VMware Cloud Community
cjmurray
Contributor
Contributor

VMs in iSCSI datastores hanging after high disk I/O

Hi all,

For a while now I've been mildly annoyed by an intermittent issue that I've been having in my ESXi home lab setup, where certain VMs become unresponsive, or the interface through VMware Infrastructure Client becomes unresponsive ... or both. The only resolution is to restart the entire host. Sometimes the box can go over a week without needing a reboot, and sometimes it will only last a few hours. After a particularly bad day of needing to be rebooted about 4 or 5 times, I started to look into this a little deeper, and I've been able to reproduce what looks like the same issue, although still intermittently.

Allow me to briefly explain my tests, and the outcomes:

1. Moving a file from one datastore to another when no VMs are powered on, using the 'mv' command in SSH session. After a while I get "I/O error", and whole box hangs.
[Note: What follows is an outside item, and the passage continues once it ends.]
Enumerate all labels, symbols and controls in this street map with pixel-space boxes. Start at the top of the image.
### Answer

2. Moving THE SAME FILE as above, in the same circumstances one day later. Succeeds. Odd.

3. Moving another file between the same two datastores. 10 minutes in, and the SSH window hasn't returned to the command prompt. Causes my other SSH window to become very sluggish, the VI Client becomes unresponsive, and I get "The request failed because the remote server took too long to respond." error when I try to do just about anything. There aren't any errors in the SSH session this time, however.
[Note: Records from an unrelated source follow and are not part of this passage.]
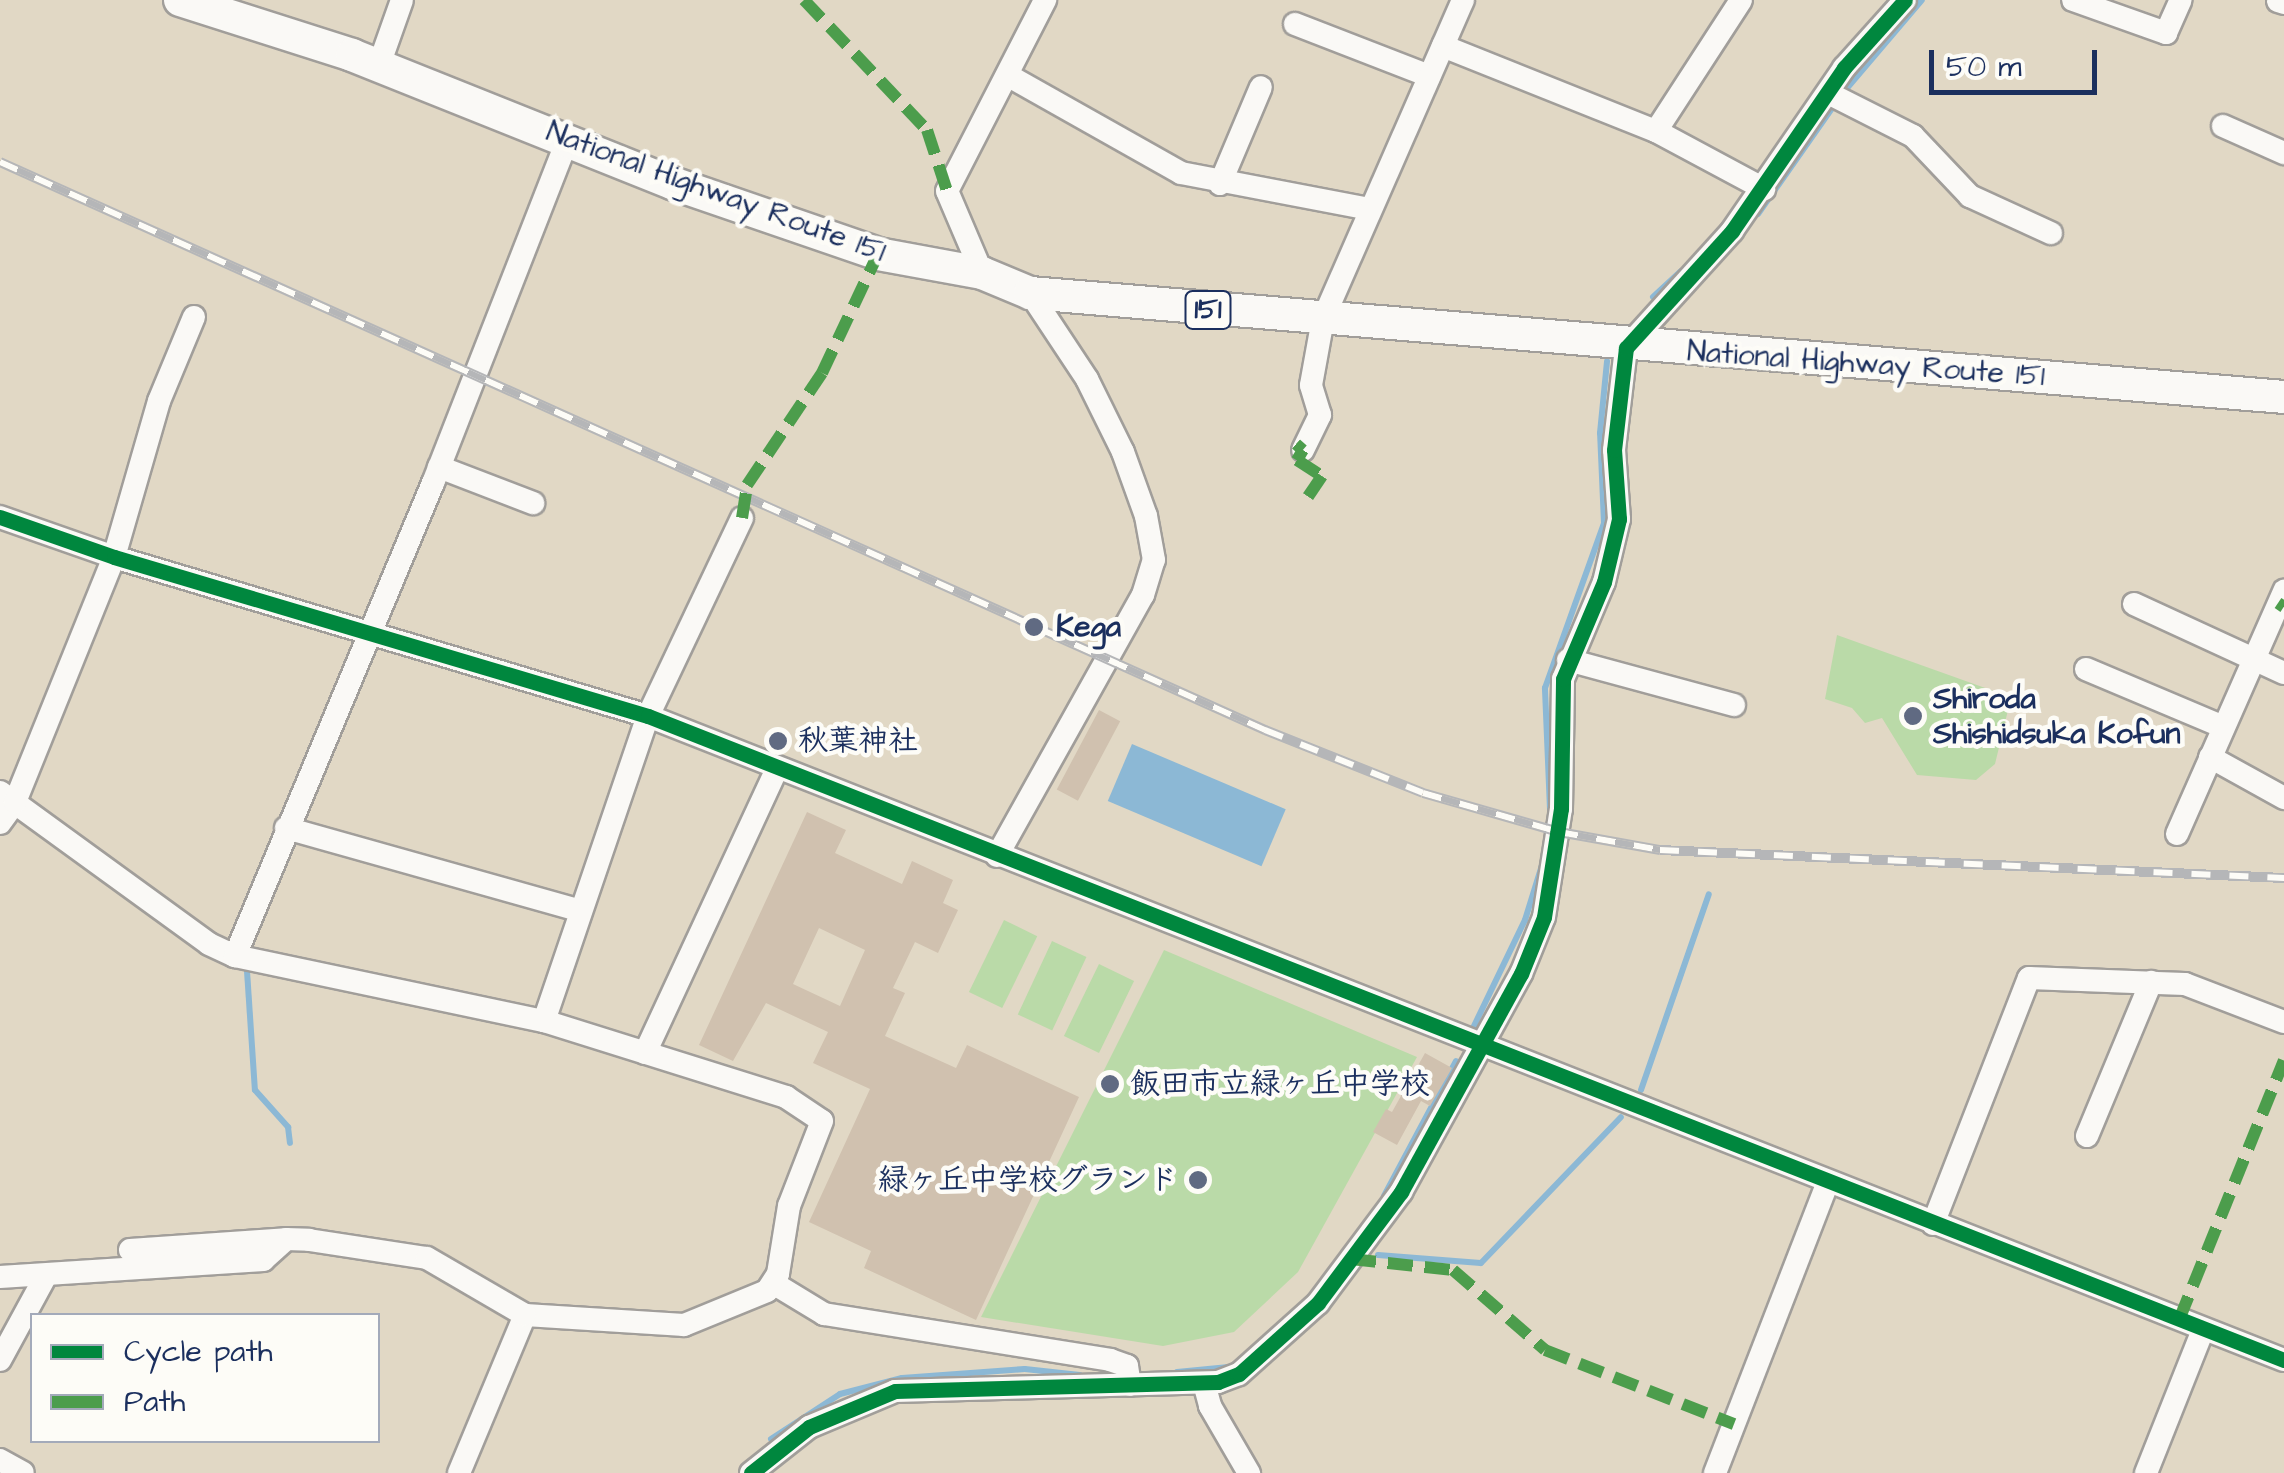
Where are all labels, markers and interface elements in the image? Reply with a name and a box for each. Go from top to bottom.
scale bar [1934,30,2102,92]
text: 50 m [1946,46,2022,88]
street label: National Highway Route 151 [541,114,891,270]
road number: 151 [1183,287,1233,333]
street label: National Highway Route 151 [1686,334,2046,394]
place label: Kega [1056,609,1121,645]
marker: Kega [1021,614,1047,640]
place label: Shiroda Shishidsuka Kofun [1933,681,2181,752]
marker: Shiroda Shishidsuka Kofun [1902,705,1924,727]
place label: 秋葉神社 [798,723,918,759]
marker: 秋葉神社 [767,730,789,752]
place label: 飯田市立緑ヶ丘中学校 [1130,1066,1430,1102]
marker: 飯田市立緑ヶ丘中学校 [1099,1073,1121,1095]
place label: 緑ヶ丘中学校グランド [878,1162,1178,1198]
marker: 緑ヶ丘中学校グランド [1187,1169,1209,1191]
legend [30,1313,380,1443]
text: Cycle path [124,1331,273,1373]
text: Path [124,1381,185,1423]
So I seem to have three different outcomes for what I consider to be the same action. When I try #3 again with VMs powered up this time, lo and behold they become dead to the world after about 10 minutes. The System Logs have a number of "Failed to validate VM IP address: unknown" errors in them, along with lines similar to "vm:/vmfs/volumes/4900d2ed-db0b2ac6-86c5-00089bb2144e/duck/duck.vxm' 81926 info] Turning off heartbeat checker" for what looks like each of the dead VMs.

It appears that high iSCSI I/O is the cause of these hangs, and that it can take out datastores other than the source and the destination. I'm still unsure as to the root cause being with my storage, ESXi code, or the hardware of the ESXi box, so please chip in if you have any thoughts on the matter...

The ESXi machine is a low-powered mini-itx motherboard (IEI KINO-690S1) with a 64-bit dual-core Turion and 4GB RAM. It has two onboard gigabit NICs. When I originally set the machine up, I used one NIC for iSCSI, and one for the VM Network. Since then, I put both iSCSI and VM traffic on the same NIC, as the frequency of reboots seemed to decrease when I did so. In another troubleshooting move, I stopped using either, and used an Intel PCI Pro/1000 GT Desktop gigabit NIC instead. This is now the only NIC in action. It obviously hasn't made any difference. I'm running 3.5.0 build 130755.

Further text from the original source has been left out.